> _TASK OBJECTIVE_:
Identify all lines in the listing that include the word "href", and copy them out.

> _EXTRACTED INFORMATION_:
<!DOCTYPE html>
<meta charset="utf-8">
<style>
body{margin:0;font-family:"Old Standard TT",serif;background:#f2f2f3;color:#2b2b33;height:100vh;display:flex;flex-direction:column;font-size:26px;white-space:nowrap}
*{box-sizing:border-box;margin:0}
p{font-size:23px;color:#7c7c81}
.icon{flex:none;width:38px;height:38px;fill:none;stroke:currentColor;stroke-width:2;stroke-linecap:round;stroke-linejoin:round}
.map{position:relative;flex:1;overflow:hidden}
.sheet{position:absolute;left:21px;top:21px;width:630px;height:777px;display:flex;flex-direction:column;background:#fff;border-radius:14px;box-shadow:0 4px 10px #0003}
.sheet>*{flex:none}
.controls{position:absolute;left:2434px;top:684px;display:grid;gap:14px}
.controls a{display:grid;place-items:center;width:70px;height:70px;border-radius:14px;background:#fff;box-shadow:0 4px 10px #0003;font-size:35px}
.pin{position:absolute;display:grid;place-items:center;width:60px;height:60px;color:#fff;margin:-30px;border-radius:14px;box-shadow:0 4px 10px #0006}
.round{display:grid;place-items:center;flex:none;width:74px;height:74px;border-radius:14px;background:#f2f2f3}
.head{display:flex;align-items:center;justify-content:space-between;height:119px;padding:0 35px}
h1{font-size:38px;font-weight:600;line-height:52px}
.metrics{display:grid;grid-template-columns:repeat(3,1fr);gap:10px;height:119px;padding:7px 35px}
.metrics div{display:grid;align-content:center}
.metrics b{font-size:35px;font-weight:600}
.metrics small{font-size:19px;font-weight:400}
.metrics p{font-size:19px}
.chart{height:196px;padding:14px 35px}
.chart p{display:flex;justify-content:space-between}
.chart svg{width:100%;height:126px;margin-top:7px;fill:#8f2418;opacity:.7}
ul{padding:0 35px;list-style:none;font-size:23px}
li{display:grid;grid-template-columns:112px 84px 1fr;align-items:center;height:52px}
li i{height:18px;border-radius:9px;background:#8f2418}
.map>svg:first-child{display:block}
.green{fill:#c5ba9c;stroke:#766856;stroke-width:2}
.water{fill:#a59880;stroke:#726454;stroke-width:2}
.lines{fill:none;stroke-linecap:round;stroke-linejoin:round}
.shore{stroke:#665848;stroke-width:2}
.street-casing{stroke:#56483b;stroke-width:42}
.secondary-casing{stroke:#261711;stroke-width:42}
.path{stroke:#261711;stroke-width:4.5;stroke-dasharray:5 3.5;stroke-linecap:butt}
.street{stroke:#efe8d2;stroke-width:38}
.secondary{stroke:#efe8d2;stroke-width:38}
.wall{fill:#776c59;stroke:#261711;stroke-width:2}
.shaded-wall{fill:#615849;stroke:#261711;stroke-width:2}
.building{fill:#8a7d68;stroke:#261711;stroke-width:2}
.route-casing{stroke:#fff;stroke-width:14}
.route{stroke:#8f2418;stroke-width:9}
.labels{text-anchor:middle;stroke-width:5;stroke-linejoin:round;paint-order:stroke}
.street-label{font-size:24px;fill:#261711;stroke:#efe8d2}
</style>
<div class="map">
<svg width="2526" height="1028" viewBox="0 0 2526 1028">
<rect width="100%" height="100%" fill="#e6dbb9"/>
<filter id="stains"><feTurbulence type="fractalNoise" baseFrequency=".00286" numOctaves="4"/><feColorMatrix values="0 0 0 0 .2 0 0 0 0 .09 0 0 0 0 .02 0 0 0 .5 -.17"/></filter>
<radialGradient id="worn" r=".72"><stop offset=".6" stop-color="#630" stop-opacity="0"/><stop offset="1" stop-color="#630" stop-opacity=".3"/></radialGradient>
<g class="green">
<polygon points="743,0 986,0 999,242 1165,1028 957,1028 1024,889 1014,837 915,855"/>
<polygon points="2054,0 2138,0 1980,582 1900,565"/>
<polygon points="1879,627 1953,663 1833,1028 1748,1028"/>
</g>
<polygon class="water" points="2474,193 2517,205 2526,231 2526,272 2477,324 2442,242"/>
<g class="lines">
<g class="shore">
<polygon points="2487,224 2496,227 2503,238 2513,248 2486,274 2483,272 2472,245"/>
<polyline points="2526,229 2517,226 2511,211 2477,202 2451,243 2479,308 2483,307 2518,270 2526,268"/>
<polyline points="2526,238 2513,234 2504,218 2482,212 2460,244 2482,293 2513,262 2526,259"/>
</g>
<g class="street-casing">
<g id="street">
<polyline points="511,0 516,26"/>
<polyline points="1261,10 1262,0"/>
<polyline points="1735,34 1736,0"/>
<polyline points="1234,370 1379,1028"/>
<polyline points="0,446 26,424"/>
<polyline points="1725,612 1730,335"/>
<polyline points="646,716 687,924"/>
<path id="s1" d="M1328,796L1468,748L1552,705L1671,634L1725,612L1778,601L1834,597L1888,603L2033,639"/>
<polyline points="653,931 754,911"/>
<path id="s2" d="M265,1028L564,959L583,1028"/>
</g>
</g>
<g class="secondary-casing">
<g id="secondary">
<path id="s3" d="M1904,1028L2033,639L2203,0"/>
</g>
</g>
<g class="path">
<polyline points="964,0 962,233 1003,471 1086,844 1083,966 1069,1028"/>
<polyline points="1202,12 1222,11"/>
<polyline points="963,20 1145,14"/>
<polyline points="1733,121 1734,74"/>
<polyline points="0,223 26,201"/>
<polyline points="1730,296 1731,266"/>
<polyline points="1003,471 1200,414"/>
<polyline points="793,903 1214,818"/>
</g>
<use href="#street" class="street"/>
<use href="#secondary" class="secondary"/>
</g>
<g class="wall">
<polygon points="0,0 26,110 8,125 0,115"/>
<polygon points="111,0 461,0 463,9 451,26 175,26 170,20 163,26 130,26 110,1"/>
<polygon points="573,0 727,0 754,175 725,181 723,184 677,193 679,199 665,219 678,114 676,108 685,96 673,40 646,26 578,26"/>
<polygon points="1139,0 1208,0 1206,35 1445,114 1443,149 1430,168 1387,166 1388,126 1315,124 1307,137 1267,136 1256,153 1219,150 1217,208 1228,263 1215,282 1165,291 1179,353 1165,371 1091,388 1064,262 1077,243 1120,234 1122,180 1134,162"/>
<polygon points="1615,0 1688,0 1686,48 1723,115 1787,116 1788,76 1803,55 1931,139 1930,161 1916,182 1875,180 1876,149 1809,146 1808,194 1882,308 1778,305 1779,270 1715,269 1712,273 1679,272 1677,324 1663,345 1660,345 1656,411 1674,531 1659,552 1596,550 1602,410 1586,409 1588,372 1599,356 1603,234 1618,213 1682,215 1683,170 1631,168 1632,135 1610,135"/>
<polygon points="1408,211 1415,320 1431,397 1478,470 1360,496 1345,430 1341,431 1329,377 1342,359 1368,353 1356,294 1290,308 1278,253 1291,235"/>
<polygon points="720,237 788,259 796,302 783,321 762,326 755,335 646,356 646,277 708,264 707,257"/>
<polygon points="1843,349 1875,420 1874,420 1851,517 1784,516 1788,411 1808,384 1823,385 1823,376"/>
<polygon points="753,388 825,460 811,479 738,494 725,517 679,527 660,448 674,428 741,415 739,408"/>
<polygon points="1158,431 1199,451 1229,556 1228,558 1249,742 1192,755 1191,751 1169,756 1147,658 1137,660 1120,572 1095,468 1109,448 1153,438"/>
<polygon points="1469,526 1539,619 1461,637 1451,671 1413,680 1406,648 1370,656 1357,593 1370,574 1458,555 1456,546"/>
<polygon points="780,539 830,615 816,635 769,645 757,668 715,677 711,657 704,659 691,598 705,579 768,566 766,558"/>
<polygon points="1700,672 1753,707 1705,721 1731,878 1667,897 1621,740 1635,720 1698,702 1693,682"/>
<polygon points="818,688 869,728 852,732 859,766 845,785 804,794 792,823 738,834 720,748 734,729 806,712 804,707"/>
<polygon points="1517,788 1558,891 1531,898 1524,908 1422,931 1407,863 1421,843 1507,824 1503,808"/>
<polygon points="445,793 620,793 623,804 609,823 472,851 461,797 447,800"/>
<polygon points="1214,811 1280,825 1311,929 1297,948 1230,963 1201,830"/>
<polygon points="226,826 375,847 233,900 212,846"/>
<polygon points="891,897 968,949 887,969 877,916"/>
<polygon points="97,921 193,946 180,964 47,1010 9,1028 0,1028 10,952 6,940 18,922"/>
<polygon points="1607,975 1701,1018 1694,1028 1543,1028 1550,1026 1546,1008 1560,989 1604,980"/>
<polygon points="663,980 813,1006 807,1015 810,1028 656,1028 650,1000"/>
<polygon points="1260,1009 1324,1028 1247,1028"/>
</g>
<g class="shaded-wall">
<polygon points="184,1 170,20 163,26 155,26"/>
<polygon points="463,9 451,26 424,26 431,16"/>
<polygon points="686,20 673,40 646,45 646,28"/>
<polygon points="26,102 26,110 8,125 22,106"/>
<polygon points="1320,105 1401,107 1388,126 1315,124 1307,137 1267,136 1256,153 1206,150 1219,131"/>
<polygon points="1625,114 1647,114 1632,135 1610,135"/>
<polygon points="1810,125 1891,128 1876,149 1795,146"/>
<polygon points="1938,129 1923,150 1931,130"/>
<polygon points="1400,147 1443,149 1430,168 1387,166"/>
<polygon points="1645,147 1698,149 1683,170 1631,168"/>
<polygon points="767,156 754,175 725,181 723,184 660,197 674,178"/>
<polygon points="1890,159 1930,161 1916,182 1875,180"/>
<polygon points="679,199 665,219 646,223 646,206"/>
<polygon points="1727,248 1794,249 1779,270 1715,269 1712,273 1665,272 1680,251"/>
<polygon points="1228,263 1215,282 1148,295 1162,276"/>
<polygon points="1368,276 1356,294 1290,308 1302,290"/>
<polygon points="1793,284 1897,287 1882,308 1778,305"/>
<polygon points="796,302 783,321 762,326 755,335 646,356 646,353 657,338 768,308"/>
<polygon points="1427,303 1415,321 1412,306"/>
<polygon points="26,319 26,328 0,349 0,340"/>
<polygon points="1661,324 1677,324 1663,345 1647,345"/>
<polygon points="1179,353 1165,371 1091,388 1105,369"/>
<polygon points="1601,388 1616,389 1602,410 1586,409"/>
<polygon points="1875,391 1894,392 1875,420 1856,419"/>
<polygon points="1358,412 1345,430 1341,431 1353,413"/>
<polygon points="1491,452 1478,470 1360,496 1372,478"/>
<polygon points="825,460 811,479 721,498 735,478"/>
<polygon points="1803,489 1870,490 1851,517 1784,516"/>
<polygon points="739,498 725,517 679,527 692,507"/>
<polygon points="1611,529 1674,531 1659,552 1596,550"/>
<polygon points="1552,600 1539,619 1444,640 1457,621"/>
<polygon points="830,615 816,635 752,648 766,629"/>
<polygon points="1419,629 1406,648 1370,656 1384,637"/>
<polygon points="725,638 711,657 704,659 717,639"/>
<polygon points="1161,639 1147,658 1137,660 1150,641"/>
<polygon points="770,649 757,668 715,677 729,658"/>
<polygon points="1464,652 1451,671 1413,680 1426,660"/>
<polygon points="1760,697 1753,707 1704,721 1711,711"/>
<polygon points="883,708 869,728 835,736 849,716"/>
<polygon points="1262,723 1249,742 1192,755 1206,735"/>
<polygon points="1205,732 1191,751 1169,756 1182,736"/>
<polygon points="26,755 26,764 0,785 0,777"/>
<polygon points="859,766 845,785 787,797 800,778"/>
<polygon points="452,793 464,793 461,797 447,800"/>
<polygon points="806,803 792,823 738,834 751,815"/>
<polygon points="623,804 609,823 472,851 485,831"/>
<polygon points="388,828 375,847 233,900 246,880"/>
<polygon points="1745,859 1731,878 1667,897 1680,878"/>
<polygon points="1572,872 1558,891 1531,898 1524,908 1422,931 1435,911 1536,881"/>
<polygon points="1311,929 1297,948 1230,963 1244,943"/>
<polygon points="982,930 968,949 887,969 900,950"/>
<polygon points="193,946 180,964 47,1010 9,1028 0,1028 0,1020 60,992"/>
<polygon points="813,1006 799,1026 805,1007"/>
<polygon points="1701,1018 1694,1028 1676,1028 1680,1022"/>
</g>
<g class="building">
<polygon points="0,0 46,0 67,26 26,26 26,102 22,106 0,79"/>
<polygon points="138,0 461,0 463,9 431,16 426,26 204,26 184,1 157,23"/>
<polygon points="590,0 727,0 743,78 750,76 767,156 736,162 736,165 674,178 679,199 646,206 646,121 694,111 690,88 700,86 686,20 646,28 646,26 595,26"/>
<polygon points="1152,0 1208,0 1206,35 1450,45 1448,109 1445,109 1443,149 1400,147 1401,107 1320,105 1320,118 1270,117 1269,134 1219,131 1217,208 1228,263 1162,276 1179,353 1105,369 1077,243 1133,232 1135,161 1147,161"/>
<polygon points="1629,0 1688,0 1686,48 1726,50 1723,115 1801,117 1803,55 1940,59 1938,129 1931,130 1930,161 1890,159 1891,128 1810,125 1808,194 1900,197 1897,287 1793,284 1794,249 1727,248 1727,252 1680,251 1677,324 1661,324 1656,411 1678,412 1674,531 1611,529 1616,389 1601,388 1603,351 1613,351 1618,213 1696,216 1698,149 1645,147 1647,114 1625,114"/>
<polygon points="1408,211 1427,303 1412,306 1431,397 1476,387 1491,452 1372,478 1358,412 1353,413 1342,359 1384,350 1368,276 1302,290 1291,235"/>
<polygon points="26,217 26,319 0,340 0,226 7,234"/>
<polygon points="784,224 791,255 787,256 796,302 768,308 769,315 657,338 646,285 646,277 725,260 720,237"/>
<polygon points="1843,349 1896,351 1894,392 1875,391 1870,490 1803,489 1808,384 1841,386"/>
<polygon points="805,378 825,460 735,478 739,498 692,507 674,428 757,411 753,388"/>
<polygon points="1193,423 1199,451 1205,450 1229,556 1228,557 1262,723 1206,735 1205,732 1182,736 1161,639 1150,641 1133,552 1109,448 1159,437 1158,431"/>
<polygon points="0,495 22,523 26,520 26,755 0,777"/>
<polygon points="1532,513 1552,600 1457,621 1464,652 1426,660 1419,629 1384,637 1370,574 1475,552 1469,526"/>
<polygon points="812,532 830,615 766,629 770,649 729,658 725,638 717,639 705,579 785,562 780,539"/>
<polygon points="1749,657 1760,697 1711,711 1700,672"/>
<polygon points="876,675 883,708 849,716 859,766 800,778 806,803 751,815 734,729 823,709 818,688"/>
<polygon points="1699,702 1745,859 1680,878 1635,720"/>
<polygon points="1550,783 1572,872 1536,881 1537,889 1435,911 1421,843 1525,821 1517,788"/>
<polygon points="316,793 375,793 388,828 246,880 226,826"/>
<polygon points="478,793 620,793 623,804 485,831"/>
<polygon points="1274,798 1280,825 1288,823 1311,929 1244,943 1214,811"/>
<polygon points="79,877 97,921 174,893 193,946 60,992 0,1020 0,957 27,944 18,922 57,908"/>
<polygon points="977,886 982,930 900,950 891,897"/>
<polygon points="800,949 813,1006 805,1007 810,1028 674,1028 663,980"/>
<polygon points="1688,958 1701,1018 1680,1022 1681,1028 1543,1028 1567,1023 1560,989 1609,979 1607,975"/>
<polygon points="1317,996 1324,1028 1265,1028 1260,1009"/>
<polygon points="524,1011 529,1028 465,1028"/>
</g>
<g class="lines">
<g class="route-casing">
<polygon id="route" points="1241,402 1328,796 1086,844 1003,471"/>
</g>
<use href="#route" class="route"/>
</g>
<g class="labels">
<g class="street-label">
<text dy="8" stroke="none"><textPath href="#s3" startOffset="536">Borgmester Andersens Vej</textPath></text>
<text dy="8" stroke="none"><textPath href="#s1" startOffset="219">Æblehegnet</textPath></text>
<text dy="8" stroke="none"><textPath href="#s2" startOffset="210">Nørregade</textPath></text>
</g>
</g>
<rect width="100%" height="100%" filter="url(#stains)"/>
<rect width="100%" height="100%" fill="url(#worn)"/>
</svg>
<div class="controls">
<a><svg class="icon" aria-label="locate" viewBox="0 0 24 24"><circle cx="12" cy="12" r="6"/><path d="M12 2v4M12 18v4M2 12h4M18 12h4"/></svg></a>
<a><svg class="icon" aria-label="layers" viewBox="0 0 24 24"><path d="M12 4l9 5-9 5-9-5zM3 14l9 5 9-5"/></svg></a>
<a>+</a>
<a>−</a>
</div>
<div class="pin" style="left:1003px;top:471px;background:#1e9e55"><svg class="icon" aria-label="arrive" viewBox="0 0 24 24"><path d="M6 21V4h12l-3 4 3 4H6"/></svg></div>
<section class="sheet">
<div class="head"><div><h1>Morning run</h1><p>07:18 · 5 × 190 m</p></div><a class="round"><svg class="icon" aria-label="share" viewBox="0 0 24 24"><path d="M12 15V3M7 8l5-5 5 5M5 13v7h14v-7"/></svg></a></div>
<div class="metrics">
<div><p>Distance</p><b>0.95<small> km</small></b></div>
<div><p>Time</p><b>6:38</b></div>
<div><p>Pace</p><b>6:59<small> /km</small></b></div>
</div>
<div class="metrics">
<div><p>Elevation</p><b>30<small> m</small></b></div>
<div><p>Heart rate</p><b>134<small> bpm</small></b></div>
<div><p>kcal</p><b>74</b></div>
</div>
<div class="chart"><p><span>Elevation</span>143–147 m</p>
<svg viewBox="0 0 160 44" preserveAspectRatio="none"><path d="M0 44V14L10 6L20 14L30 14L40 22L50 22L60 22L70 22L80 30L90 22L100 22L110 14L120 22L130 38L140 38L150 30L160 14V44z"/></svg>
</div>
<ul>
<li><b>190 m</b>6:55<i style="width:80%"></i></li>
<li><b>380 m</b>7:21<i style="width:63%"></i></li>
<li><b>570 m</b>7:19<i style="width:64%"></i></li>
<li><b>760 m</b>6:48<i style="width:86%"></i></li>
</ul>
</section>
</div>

> _ANSWER SPACE_:
<use href="#street" class="street"/>
<use href="#secondary" class="secondary"/>
<use href="#route" class="route"/>
<text dy="8" stroke="none"><textPath href="#s3" startOffset="536">Borgmester Andersens Vej</textPath></text>
<text dy="8" stroke="none"><textPath href="#s1" startOffset="219">Æblehegnet</textPath></text>
<text dy="8" stroke="none"><textPath href="#s2" startOffset="210">Nørregade</textPath></text>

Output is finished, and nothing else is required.